Fluorimetry for drug screening against epimastigotes - We confirmed the direct correlation between fluorescence intensity and cell density of epimastigotes. The results demonstrated a highly significant correlation (R2 > 0.99) between the fluorescence signal of Tc-GFP parasites and the concentration of viable parasites when diluted in fresh PBS (Fig. 4A). This finding indicates that GFP expression reliably estimates parasite concentration in a sample, with a minimum detection limit of 0.5x106 parasites/mL in 200 µL. This sensitivity is slightly superior to the MTT assay, which detects parasites at concentrations higher than 1x106 parasites/mL in 200 µL. However, this correlation dissipated when Tc-GFP epimastigotes were exposed to Bz for 48 h. Fluorimetry exhibited higher IC50 values than MTT and microscopic counting in the same samples (Fig. 4B), thereby underestimating the effect of Bz. Notably, this background was not attributed to autofluorescence caused by Bz (data not shown). We hypothesised that the background might result from lysis of epimastigotes and residual detection of GFP released into the supernatant [Supplementary data (Figure A)]. Despite centrifugation effectively removing soluble GFP background [Supplementary data (Figure B-C)], the fluorescence signal remained higher than the number of viable epimastigotes even after washing the plate by centrifugation (Fig. 4C). Subsequent investigation suggested that the fluorescence background was due to GFP retention in non-lysed, dead epimastigotes. Monitoring of the Bz-treated Tc-GFP epimastigotes through fluorescence microscopy indicated that the parasites were not lysed, and they were still fluorescents (Fig. 4D) even when exposed to a high concentration (100 µM) of Bz. Nevertheless, these parasites exhibited changes in morphology (round shape - Fig. 4D) and were confirmed as dead through microscopic counting and MTT (Fig. 4C). Consequently, our results imply that the fluorometric assay for epimastigotes is only applicable for screening lytic drugs and requires an additional centrifugation step to remove GFP from the supernatant before fluorimetry reading.

Fig. 4:
fluorimetry for drugs screening against Trypanosoma cruzi epimastigotes. In (A), different concentrations of epimastigotes were seeded in plates and subjected to MTT colorimetric assay and fluorimetric assay. Both methodologies show high detection correlation coefficient (R2) with parasites density. In (B) and (C), 107 Tc-GFP epimastigotes were seeded in plates and incubated with different benznidazole (Bz) concentrations for 48 h. Epimastigotes viability was evaluated by Neubauer chamber counting, MTT and fluorimetry. Fluorometric analysis resulted in higher IC50 value (p = 0.0017), maybe by GFP retention in dead but not lysed parasites (D). In (E), the negative control with untreated viable parasites. Magnification: 400x.

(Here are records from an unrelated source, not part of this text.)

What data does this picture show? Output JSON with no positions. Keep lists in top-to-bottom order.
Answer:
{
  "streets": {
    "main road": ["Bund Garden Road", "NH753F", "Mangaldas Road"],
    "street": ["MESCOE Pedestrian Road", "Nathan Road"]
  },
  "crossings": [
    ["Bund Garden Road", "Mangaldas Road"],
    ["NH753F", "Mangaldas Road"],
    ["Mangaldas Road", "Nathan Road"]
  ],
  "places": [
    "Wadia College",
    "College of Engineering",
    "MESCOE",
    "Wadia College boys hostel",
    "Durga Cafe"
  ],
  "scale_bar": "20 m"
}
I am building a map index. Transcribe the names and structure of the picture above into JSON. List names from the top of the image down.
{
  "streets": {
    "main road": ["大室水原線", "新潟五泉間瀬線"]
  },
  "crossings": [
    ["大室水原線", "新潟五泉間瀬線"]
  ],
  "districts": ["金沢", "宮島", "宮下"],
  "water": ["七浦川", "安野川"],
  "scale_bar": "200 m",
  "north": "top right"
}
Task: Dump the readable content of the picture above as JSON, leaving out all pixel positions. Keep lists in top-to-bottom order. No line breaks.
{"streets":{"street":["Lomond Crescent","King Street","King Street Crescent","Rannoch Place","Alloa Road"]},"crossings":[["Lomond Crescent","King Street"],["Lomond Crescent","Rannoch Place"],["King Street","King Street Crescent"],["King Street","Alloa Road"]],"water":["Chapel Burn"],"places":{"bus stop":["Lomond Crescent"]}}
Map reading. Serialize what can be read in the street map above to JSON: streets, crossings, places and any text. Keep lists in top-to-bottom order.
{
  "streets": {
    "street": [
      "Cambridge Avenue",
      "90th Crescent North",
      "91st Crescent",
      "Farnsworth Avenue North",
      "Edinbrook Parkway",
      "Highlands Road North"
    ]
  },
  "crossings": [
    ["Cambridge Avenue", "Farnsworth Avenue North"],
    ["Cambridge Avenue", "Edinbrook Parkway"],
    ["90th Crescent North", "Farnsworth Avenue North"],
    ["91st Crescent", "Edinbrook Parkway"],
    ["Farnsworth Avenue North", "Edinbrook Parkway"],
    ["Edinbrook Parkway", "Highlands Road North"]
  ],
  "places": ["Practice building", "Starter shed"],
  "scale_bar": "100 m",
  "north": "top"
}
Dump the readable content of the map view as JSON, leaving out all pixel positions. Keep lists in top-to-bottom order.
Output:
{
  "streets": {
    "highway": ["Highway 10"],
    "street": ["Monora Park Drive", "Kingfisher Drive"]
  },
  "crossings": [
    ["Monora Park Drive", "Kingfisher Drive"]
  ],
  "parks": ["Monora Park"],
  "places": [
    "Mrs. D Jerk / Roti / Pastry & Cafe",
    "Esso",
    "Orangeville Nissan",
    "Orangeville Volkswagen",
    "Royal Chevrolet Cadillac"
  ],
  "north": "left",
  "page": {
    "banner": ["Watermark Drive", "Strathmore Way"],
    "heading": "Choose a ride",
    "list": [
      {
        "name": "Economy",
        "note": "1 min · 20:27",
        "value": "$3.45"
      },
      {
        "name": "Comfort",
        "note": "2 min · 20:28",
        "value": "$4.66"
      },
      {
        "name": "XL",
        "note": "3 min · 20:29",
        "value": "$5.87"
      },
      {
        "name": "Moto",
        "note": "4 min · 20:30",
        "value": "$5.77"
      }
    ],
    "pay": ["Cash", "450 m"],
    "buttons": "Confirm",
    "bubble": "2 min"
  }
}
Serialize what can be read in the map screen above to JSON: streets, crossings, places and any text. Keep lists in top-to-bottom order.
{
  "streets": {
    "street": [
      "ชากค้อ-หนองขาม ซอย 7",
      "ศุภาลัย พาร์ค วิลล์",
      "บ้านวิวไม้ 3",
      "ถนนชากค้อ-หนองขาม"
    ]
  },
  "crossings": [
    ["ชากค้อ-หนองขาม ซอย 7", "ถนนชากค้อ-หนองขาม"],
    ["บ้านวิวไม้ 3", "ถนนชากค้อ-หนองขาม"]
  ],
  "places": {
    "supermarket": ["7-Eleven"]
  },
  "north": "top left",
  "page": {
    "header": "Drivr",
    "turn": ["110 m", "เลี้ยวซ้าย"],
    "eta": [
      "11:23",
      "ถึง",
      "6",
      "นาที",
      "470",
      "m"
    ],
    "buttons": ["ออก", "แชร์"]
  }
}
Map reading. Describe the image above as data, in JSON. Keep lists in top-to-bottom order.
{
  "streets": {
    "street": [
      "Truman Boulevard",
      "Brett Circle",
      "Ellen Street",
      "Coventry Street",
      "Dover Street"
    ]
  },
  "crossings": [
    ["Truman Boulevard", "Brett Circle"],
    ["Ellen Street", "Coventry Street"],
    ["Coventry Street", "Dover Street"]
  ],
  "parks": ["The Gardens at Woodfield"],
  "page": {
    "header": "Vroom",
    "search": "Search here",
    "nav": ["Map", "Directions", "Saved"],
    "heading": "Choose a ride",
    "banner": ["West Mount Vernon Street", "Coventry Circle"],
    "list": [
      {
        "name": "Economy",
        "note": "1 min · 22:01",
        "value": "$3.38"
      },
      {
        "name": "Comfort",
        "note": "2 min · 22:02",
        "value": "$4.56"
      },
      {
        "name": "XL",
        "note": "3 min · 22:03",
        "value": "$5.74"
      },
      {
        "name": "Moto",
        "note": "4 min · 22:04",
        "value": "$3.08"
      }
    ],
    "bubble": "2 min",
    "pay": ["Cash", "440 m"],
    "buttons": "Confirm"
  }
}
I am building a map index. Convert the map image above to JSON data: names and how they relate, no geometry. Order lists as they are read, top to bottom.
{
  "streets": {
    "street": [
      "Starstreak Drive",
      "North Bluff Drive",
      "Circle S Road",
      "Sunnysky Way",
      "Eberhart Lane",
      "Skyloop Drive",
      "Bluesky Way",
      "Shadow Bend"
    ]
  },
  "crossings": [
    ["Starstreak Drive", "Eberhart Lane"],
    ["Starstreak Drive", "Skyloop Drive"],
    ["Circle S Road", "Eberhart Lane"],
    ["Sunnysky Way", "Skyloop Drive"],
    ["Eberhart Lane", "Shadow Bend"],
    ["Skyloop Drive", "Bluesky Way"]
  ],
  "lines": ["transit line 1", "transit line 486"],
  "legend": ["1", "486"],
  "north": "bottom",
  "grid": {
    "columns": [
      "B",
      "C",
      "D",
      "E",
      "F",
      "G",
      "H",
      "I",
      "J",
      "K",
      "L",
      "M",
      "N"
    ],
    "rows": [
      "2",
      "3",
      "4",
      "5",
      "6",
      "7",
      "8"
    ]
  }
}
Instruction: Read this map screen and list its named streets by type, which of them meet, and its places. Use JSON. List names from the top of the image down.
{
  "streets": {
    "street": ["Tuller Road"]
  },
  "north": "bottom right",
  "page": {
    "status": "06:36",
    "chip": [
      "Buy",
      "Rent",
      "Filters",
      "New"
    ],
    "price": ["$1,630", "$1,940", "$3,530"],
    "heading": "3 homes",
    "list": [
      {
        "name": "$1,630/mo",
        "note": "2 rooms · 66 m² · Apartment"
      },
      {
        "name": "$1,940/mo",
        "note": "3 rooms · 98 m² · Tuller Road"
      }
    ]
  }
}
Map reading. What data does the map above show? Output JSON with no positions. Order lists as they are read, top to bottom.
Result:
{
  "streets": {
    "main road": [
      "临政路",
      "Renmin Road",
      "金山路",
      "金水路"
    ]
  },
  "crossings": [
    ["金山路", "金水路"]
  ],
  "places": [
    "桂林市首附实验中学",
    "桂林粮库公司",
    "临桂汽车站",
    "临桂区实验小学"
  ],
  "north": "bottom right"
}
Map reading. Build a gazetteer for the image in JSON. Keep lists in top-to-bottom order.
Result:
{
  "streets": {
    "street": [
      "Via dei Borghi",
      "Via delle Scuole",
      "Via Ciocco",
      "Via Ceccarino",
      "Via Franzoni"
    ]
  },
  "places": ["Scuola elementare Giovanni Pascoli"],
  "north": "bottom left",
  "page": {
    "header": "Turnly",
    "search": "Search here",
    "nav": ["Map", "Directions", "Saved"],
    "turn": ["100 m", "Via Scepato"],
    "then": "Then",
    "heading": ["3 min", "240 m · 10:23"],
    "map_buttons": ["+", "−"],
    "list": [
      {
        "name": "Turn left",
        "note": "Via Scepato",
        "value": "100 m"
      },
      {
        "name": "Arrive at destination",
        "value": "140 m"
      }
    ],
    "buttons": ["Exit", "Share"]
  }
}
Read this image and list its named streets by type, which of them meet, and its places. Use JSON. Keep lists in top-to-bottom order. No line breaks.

Fluorimetry for screening drugs against intracellular amastigotes - To evaluate whether fluorescence intensity correlated with intracellular amastigotes load, we infected Vero E6 cells with increasing GFP-trypomastigotes inoculum. As expected, after 48 h, the intracellular amastigotes load increased in accordance with the initial trypomastigotes inoculum. The infection rate was simultaneously evaluated by microscopic counting and fluorimetry. We verified that the fluorescence intensity signal of intracellular Tc-GFP amastigotes was directly proportional (R2 ≥ 0.97) to the parasite load estimated by microscopic counting (Fig. 5A). No fluorescence was detected in uninfected cell monolayers.

Fig. 5:
fluorimetry for screening drugs against intracellular amastigotes. In (A), vero E6 cells (15x103 cells/well) were seeded in plates and exposed to different inoculum of Tc-GFP trypomastigotes. The intracellular amastigotes number was determinate by fluorescence assay and microscopic count 48 h after infection. Both methodologies have a high correlation index (R2 ≥ 0.97) between the initial inoculum of trypomastigotes and the intracellular amastigotes detection. There is no difference between the methods (p = 0.087). In (B), vero E6 cells are infected as described above and exposed to different benznidazole (Bz) concentration for 24 h. The intracellular amastigote number was determinate by fluorescence assay and microscopic count. Similar IC50 values were obtained in both methods (p = 0.064).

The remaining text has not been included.